We recently connected with Johnny Rodriguez and have shared our conversation below.
Johnny, appreciate you joining us today. Can you talk to us about how you learned to do what you do?
How did I learn to do what I do:
I put in the seat time, there’s no magical path. I skipped school, skipped the party scene, cut out distractions, and did a deep dive that seems to have no end. Meaning, I’m still in the process of learning. As per my dad’s example, always be a student.
What could I have done to speed up the learning process: The journey will take the time it needs to sharpen you. Speeding up the process will only extend the incubation period. Slow is fast, enjoy the journey.
What skills were most essential: I would say what characteristics are most essential. The skills are developed along the way. I needed the right mixture of angst, stubbornness, fear, fearlessness, and most importantly self awareness. One skill that can also be seen as a characteristic is repetition. As over time, it sharpens the skills you pick up. It eventually elevates you to master level.
“I fear not the man who has practiced 10,000 kicks once, but I fear the man who has practiced one kick 10,000 times.”
What obstacles stood in the way of learning more: ME and only me. I can cite a laundry list of items that are road blocks. People, situations, misunderstandings, money, distractions. They are only as important as I allow them to be. They become powerful when I’m not in tune or out of focus with my self. Obstacles are perpetual, they return as quickly as they are dealt with. It helps to mange your perception, other wise obstacles will eat you alive.

Johnny, love having you share your insights with us. Before we ask you more questions, maybe you can take a moment to introduce yourself to our readers who might have missed our earlier conversations?
I started my career at Disney as an illustrator and graphic designer. This was pre-web, and our job was to explore and create for the emerging internet. We were working with new technology that was evolving at a rapid pace. We were so early in the space that I became the first person at Disney to push an animated GIF to the internet.
I eventually moved on to various agencies, working with all the major studios and creating for an older demographic.
However, client service can be mentally draining, and I found myself wanting more. I needed to work with my hands.
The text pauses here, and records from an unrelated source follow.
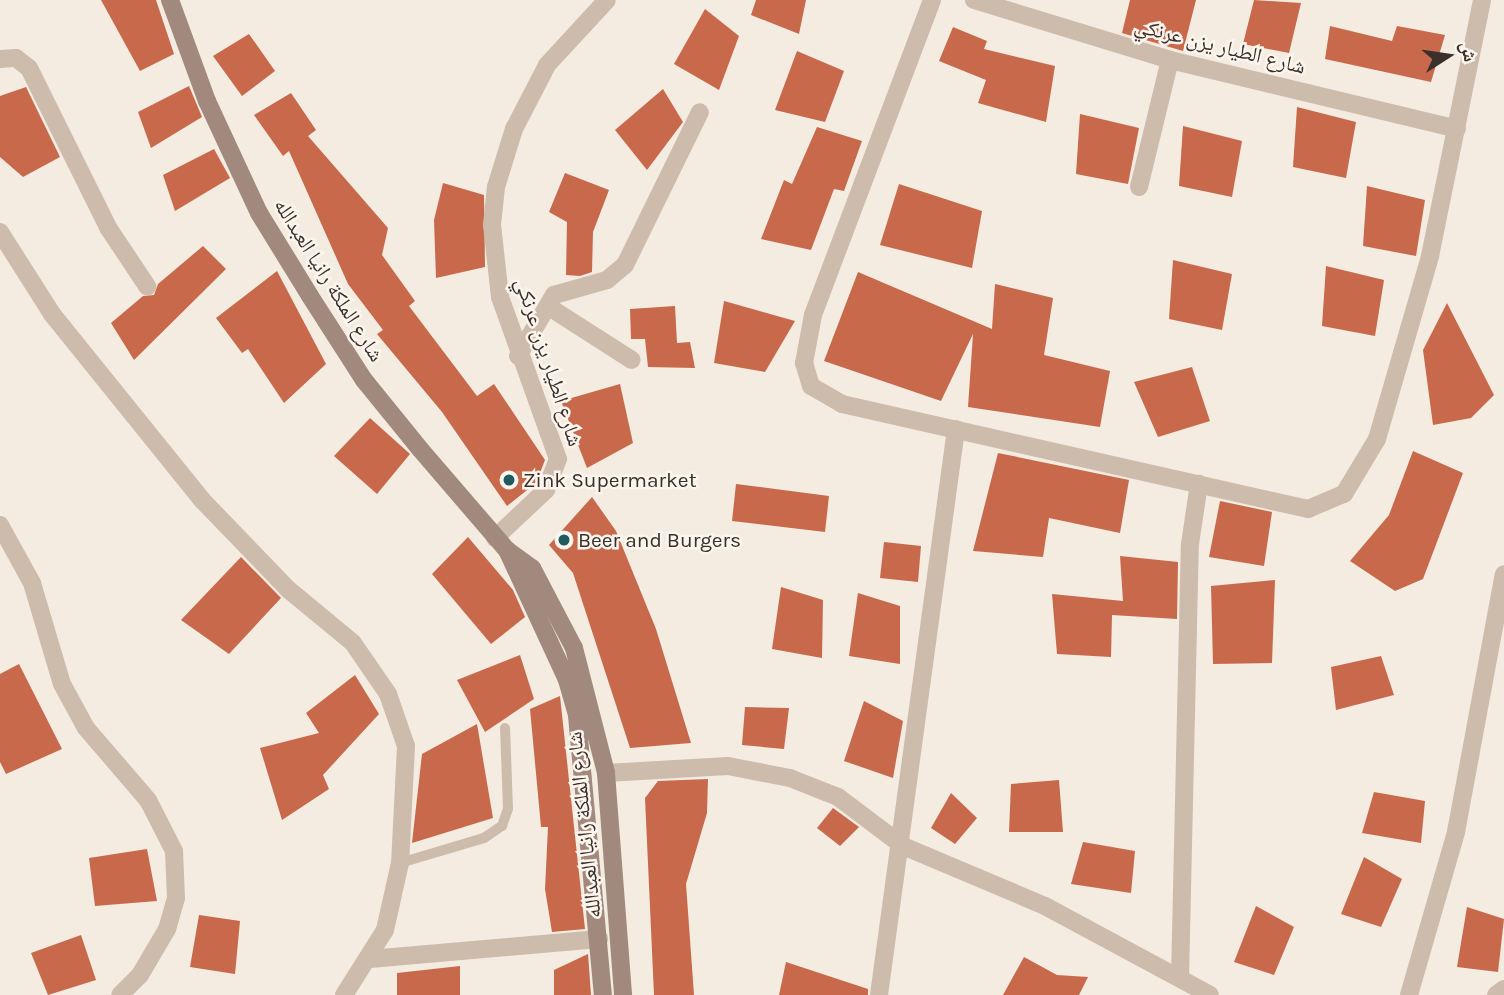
<!DOCTYPE html>
<html>
<head>
<meta charset="utf-8">
<style>
  body { margin:0 }
  #map { position:relative; width:1504px; height:995px; overflow:hidden; background:#f4ebe1; font-family:Karla,"Noto Naskh Arabic",sans-serif }
  div>[style] { position:absolute }
  .building>* { inset:0; background:#c8694b }
  .service>* { height:10px; margin:-5px; padding:0 5px; transform-origin:5px; border-radius:5px; background:#cdbbac }
  .minor>* { height:18px; margin:-9px; padding:0 9px; transform-origin:9px; border-radius:9px; background:#cdbbac }
  .secondary>* { height:18px; margin:-9px; padding:0 9px; transform-origin:9px; border-radius:9px; background:#a18a7d }
  .dots>* { width:19px; height:19px; translate:-50% -50%; box-sizing:border-box; border:4px solid #fbf5ee; border-radius:50% }
  span { translate:-50% -50%; white-space:nowrap; text-align:center; line-height:1.15; -webkit-text-stroke:5px #fbf5ee; paint-order:stroke }
  .street-label { font-size:21px; color:#3b302b }
  .poi-label { font-size:21px; color:#3b302b }
  .left { translate:0 -50%; text-align:left }
  .north { position:absolute; left:1413px; top:21px; width:70px; height:70px; -webkit-text-stroke:5px #fbf5ee; paint-order:stroke; rotate:78deg; font-size:19px; font-weight:700; line-height:28px; text-align:center; color:#3b302b }
  .north::after { content:''; display:block; margin:auto; width:24px; height:32px; background:#3b302b; clip-path:polygon(50% 0,100% 100%,50% 72%,0 100%) }
</style>
</head>
<body>
<div id="map">
  <div class="building">
    <i style="clip-path:polygon(101px 0,156px 0,174px 54px,140px 71px)"></i>
    <i style="clip-path:polygon(756px 0,806px 0,799px 34px,751px 15px)"></i>
    <i style="clip-path:polygon(1130px 0,1196px 0,1183px 51px,1122px 33px)"></i>
    <i style="clip-path:polygon(1254px 0,1301px 3px,1289px 53px,1243px 44px)"></i>
    <i style="clip-path:polygon(705px 9px,739px 36px,719px 90px,674px 64px)"></i>
    <i style="clip-path:polygon(1330px 26px,1392px 41px,1397px 26px,1445px 35px,1431px 82px,1325px 59px)"></i>
    <i style="clip-path:polygon(953px 27px,987px 41px,984px 49px,1055px 66px,1046px 122px,978px 103px,986px 80px,939px 61px)"></i>
    <i style="clip-path:polygon(249px 34px,275px 71px,242px 96px,213px 56px)"></i>
    <i style="clip-path:polygon(797px 51px,844px 71px,825px 122px,775px 110px)"></i>
    <i style="clip-path:polygon(189px 86px,202px 117px,151px 148px,138px 112px)"></i>
    <i style="clip-path:polygon(26px 87px,60px 157px,23px 177px,0 157px,0 96px)"></i>
    <i style="clip-path:polygon(663px 89px,683px 122px,647px 170px,615px 130px)"></i>
    <i style="clip-path:polygon(291px 93px,316px 130px,308px 136px,388px 228px,382px 255px,415px 301px,409px 306px,477px 396px,494px 384px,545px 460px,536px 483px,507px 506px,442px 412px,377px 334px,383px 330px,348px 284px,289px 151px,283px 156px,254px 115px)"></i>
    <i style="clip-path:polygon(1297px 107px,1356px 122px,1346px 178px,1293px 167px)"></i>
    <i style="clip-path:polygon(1080px 114px,1139px 128px,1128px 184px,1076px 174px)"></i>
    <i style="clip-path:polygon(1183px 126px,1242px 141px,1232px 197px,1179px 186px)"></i>
    <i style="clip-path:polygon(817px 127px,862px 141px,844px 191px,834px 189px,811px 250px,761px 239px,784px 180px,792px 184px)"></i>
    <i style="clip-path:polygon(214px 149px,230px 178px,175px 211px,163px 175px)"></i>
    <i style="clip-path:polygon(565px 173px,609px 190px,593px 232px,592px 272px,580px 276px,566px 275px,567px 222px,549px 212px)"></i>
    <i style="clip-path:polygon(443px 183px,484px 195px,485px 267px,436px 278px,434px 220px)"></i>
    <i style="clip-path:polygon(899px 184px,982px 211px,972px 268px,880px 245px)"></i>
    <i style="clip-path:polygon(1367px 186px,1425px 200px,1416px 256px,1363px 246px)"></i>
    <i style="clip-path:polygon(203px 246px,226px 269px,134px 360px,111px 323px,143px 296px,154px 295px,158px 284px)"></i>
    <i style="clip-path:polygon(1173px 260px,1232px 274px,1222px 330px,1169px 319px)"></i>
    <i style="clip-path:polygon(1326px 266px,1384px 280px,1375px 336px,1322px 326px)"></i>
    <i style="clip-path:polygon(277px 271px,326px 364px,284px 403px,248px 349px,242px 353px,216px 318px)"></i>
    <i style="clip-path:polygon(858px 272px,992px 329px,995px 284px,1053px 298px,1044px 355px,1110px 371px,1100px 427px,968px 407px,973px 334px,941px 401px,824px 361px)"></i>
    <i style="clip-path:polygon(724px 301px,795px 321px,765px 372px,714px 363px)"></i>
    <i style="clip-path:polygon(1447px 303px,1494px 395px,1471px 418px,1433px 425px,1423px 350px)"></i>
    <i style="clip-path:polygon(675px 306px,677px 343px,690px 342px,695px 368px,648px 367px,645px 339px,631px 339px,630px 309px)"></i>
    <i style="clip-path:polygon(1192px 367px,1210px 421px,1158px 437px,1134px 382px)"></i>
    <i style="clip-path:polygon(620px 384px,633px 443px,587px 468px,561px 401px)"></i>
    <i style="clip-path:polygon(370px 418px,410px 454px,377px 494px,334px 456px)"></i>
    <i style="clip-path:polygon(1413px 451px,1463px 473px,1423px 579px,1395px 591px,1350px 561px,1389px 515px)"></i>
    <i style="clip-path:polygon(998px 453px,1129px 480px,1120px 533px,1049px 518px,1043px 557px,973px 551px)"></i>
    <i style="clip-path:polygon(736px 484px,829px 496px,825px 532px,732px 521px)"></i>
    <i style="clip-path:polygon(592px 497px,616px 531px,656px 629px,691px 743px,630px 748px,573px 573px,549px 545px)"></i>
    <i style="clip-path:polygon(1220px 501px,1272px 512px,1264px 566px,1209px 557px)"></i>
    <i style="clip-path:polygon(468px 537px,513px 590px,525px 617px,491px 644px,432px 574px)"></i>
    <i style="clip-path:polygon(884px 542px,921px 546px,918px 582px,880px 578px)"></i>
    <i style="clip-path:polygon(1120px 556px,1178px 562px,1177px 619px,1112px 615px,1111px 657px,1057px 654px,1052px 594px,1123px 601px)"></i>
    <i style="clip-path:polygon(241px 557px,281px 598px,229px 654px,181px 620px)"></i>
    <i style="clip-path:polygon(1275px 580px,1272px 663px,1213px 664px,1211px 586px)"></i>
    <i style="clip-path:polygon(781px 587px,823px 600px,822px 658px,772px 649px)"></i>
    <i style="clip-path:polygon(858px 593px,900px 606px,900px 664px,849px 656px)"></i>
    <i style="clip-path:polygon(520px 655px,534px 699px,485px 732px,457px 680px)"></i>
    <i style="clip-path:polygon(1381px 656px,1394px 695px,1336px 710px,1331px 667px)"></i>
    <i style="clip-path:polygon(19px 664px,62px 749px,6px 774px,0 762px,0 674px)"></i>
    <i style="clip-path:polygon(355px 675px,379px 714px,323px 775px,329px 789px,282px 820px,260px 748px,319px 733px,306px 713px)"></i>
    <i style="clip-path:polygon(560px 696px,585px 929px,552px 932px,545px 889px,548px 827px,541px 827px,530px 709px)"></i>
    <i style="clip-path:polygon(864px 701px,903px 721px,893px 778px,844px 761px)"></i>
    <i style="clip-path:polygon(745px 707px,789px 708px,784px 749px,742px 745px)"></i>
    <i style="clip-path:polygon(477px 724px,493px 818px,412px 843px,422px 754px)"></i>
    <i style="clip-path:polygon(708px 779px,707px 813px,686px 884px,694px 995px,654px 995px,645px 798px,658px 781px)"></i>
    <i style="clip-path:polygon(1059px 780px,1063px 832px,1009px 832px,1011px 784px)"></i>
    <i style="clip-path:polygon(1374px 792px,1425px 801px,1421px 843px,1362px 833px)"></i>
    <i style="clip-path:polygon(951px 793px,977px 818px,955px 844px,931px 828px)"></i>
    <i style="clip-path:polygon(833px 808px,859px 827px,840px 846px,817px 828px)"></i>
    <i style="clip-path:polygon(1083px 842px,1135px 851px,1131px 893px,1071px 884px)"></i>
    <i style="clip-path:polygon(147px 849px,157px 901px,95px 906px,89px 858px)"></i>
    <i style="clip-path:polygon(1364px 857px,1402px 879px,1381px 927px,1341px 914px)"></i>
    <i style="clip-path:polygon(1256px 906px,1294px 927px,1274px 975px,1234px 962px)"></i>
    <i style="clip-path:polygon(1467px 907px,1504px 919px,1498px 972px,1457px 967px)"></i>
    <i style="clip-path:polygon(199px 915px,240px 921px,235px 974px,190px 967px)"></i>
    <i style="clip-path:polygon(81px 935px,96px 980px,48px 995px,31px 953px)"></i>
    <i style="clip-path:polygon(588px 954px,591px 995px,554px 995px,554px 970px)"></i>
    <i style="clip-path:polygon(1024px 957px,1057px 975px,1088px 977px,1079px 995px,1003px 995px)"></i>
    <i style="clip-path:polygon(786px 962px,868px 989px,868px 995px,779px 995px)"></i>
    <i style="clip-path:polygon(460px 966px,460px 995px,397px 995px,397px 973px)"></i>
  </div>
  <div class="service">
    <i style="left:400px;top:863px;width:88px;rotate:-16.6deg"></i>
    <i style="left:484px;top:838px;width:22px;rotate:-34deg"></i>
    <i style="left:502px;top:826px;width:18px;rotate:-71deg"></i>
    <i style="left:508px;top:809px;width:81px;rotate:-92.1deg"></i>
  </div>
  <div class="minor">
    <i style="left:932px;top:0;width:337px;rotate:110.7deg"></i>
    <i style="left:813px;top:315px;width:49px;rotate:100.6deg"></i>
    <i style="left:804px;top:363px;width:24px;rotate:73deg"></i>
    <i style="left:811px;top:386px;width:36px;rotate:30deg"></i>
    <i style="left:842px;top:404px;width:478px;rotate:12.7deg"></i>
    <i style="left:1308px;top:509px;width:39px;rotate:-23deg"></i>
    <i style="left:1344px;top:494px;width:64px;rotate:-59deg"></i>
    <i style="left:1377px;top:439px;width:191px;rotate:-73.8deg"></i>
    <i style="left:1430px;top:256px;width:261px;rotate:-78.5deg"></i>
    <i style="left:974px;top:0;width:205px;rotate:17deg"></i>
    <i style="left:1170px;top:60px;width:295px;rotate:13.5deg"></i>
    <i style="left:0;top:59px;width:16px;rotate:-4deg"></i>
    <i style="left:16px;top:58px;width:16px;rotate:38deg"></i>
    <i style="left:29px;top:68px;width:180px;rotate:63.6deg"></i>
    <i style="left:109px;top:229px;width:69px;rotate:56.3deg"></i>
    <i style="left:1139px;top:187px;width:131px;rotate:-76.3deg"></i>
    <i style="left:0;top:232px;width:97px;rotate:57.6deg"></i>
    <i style="left:52px;top:314px;width:239px;rotate:51.1deg"></i>
    <i style="left:202px;top:500px;width:125px;rotate:46deg"></i>
    <i style="left:289px;top:590px;width:83px;rotate:39.6deg"></i>
    <i style="left:353px;top:643px;width:62px;rotate:55.5deg"></i>
    <i style="left:388px;top:694px;width:55px;rotate:70.9deg"></i>
    <i style="left:406px;top:746px;width:117px;rotate:92.9deg"></i>
    <i style="left:400px;top:863px;width:69px;rotate:102.6deg"></i>
    <i style="left:385px;top:930px;width:77px;rotate:122.2deg"></i>
    <i style="left:549px;top:307px;width:98px;rotate:32.6deg"></i>
    <i style="left:518px;top:356px;width:71px;rotate:-59.5deg"></i>
    <i style="left:554px;top:295px;width:55px;rotate:-15.8deg"></i>
    <i style="left:607px;top:280px;width:23px;rotate:-40deg"></i>
    <i style="left:625px;top:265px;width:170px;rotate:-63.9deg"></i>
    <i style="left:0;top:525px;width:66px;rotate:61.1deg"></i>
    <i style="left:32px;top:583px;width:105px;rotate:73.5deg"></i>
    <i style="left:62px;top:684px;width:50px;rotate:61.4deg"></i>
    <i style="left:86px;top:728px;width:95px;rotate:49.3deg"></i>
    <i style="left:148px;top:800px;width:57px;rotate:63deg"></i>
    <i style="left:174px;top:851px;width:47px;rotate:87.6deg"></i>
    <i style="left:176px;top:898px;width:32px;rotate:106deg"></i>
    <i style="left:167px;top:929px;width:53px;rotate:120.4deg"></i>
    <i style="left:140px;top:975px;width:28px;rotate:135deg"></i>
    <i style="left:495px;top:538px;width:70px;rotate:-43.3deg"></i>
    <i style="left:546px;top:490px;width:33px;rotate:-69deg"></i>
    <i style="left:558px;top:459px;width:172px;rotate:-109.7deg"></i>
    <i style="left:500px;top:297px;width:72px;rotate:-96.3deg"></i>
    <i style="left:492px;top:225px;width:38px;rotate:-84deg"></i>
    <i style="left:496px;top:187px;width:61px;rotate:-72.8deg"></i>
    <i style="left:514px;top:129px;width:72px;rotate:-62.7deg"></i>
    <i style="left:547px;top:65px;width:88px;rotate:-47.3deg"></i>
    <i style="left:606px;top:773px;width:122px;rotate:-3.3deg"></i>
    <i style="left:728px;top:766px;width:63px;rotate:11deg"></i>
    <i style="left:790px;top:778px;width:52px;rotate:21.6deg"></i>
    <i style="left:838px;top:797px;width:81px;rotate:37deg"></i>
    <i style="left:903px;top:846px;width:154px;rotate:22.9deg"></i>
    <i style="left:1045px;top:906px;width:187px;rotate:28.3deg"></i>
    <i style="left:370px;top:959px;width:230px;rotate:-5deg"></i>
    <i style="left:1180px;top:978px;width:434px;rotate:-88.7deg"></i>
    <i style="left:1190px;top:544px;width:61px;rotate:-81.5deg"></i>
    <i style="left:879px;top:995px;width:571px;rotate:-82.25deg"></i>
    <i style="left:1409px;top:995px;width:170px;rotate:-73.9deg"></i>
    <i style="left:1456px;top:832px;width:262px;rotate:-79.5deg"></i>
    <i style="left:1496px;top:995px;width:10px;rotate:-37deg"></i>
  </div>
  <div class="secondary">
    <i style="left:170px;top:0;width:108px;rotate:69.9deg"></i>
    <i style="left:207px;top:101px;width:123px;rotate:65.1deg"></i>
    <i style="left:259px;top:213px;width:97px;rotate:58.4deg"></i>
    <i style="left:310px;top:296px;width:100px;rotate:57.3deg"></i>
    <i style="left:364px;top:380px;width:89px;rotate:50.9deg"></i>
    <i style="left:420px;top:449px;width:133px;rotate:49.3deg"></i>
    <i style="left:507px;top:550px;width:31px;rotate:36deg"></i>
    <i style="left:532px;top:568px;width:90px;rotate:62.3deg"></i>
    <i style="left:574px;top:648px;width:129px;rotate:75.6deg"></i>
    <i style="left:606px;top:773px;width:223px;rotate:85.6deg"></i>
    <i style="left:507px;top:550px;width:143px;rotate:65.2deg"></i>
    <i style="left:567px;top:680px;width:37px;rotate:74deg"></i>
    <i style="left:577px;top:716px;width:280px;rotate:84.7deg"></i>
  </div>
  <div class="dots">
    <i style="left:509px;top:480px;background:#1f5a5e"></i>
    <i style="left:564px;top:540px;background:#1f5a5e"></i>
  </div>
  <div class="street-label">
    <span style="left:1220px;top:46px;rotate:14deg">شارع الطيار يزن عرنكي</span>
    <span style="left:329px;top:280px;rotate:58deg">شارع الملكة رانيا العبدالله</span>
    <span style="left:549px;top:362px;rotate:72deg">شارع الطيار يزن عرنكي</span>
    <span style="left:584px;top:825px;rotate:-96deg">شارع الملكة رانيا العبدالله</span>
  </div>
  <div class="poi-label">
    <span class="left" style="left:523px;top:480px">Zink Supermarket</span>
    <span class="left" style="left:578px;top:540px">Beer and Burgers</span>
  </div>
  <div class="north">ش</div>
</div>
</body>
</html>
It had to be analog. I needed ownership.
So I picked up painting. Years of digital training as an illustrator had given me all the tools I needed to transition from pixels to paint. I set goals for myself, defining the level I wanted to elevate my style to and envisioning where I ultimately saw my work being displayed. Museums, galleries, curated walls, and in the homes of some of my favorite people, Painting constantly surprising me.

In your view, what can society to do to best support artists, creatives and a thriving creative ecosystem?
Shooting from the hip, I believe the best thing society can do to support creatives is to respect our resistance to AI. Support studios that are taking a clear stance against using AI as a creative replacement tool. Protect artists from having their original IP scraped and repurposed without consent.
Trust the cool kids when they say: you don’t want to live in a world where culture becomes aesthetically homogenized.

Can you share your view on NFTs? (Note: this is for education/entertainment purposes only, readers should not construe this as advice)
There was a brief period on a platform called Tezos when artists were trading and selling NFTs for small amounts of money. It felt punk rock. There was a culture of uplifting one another and sharing genuinely fun, creative work. Almost no real money was being made it felt experimental and pure.
Then the people who only saw dollar signs entered the space. Yes, it allowed some of us to cash in, but it also shifted the energy. The creativity started to fade. Eventually, it killed the space altogether. We just can’t have nice things.
I miss NFTs when they were about the art. I don’t miss how it eventually pulled me out of a creative community and into a money grab.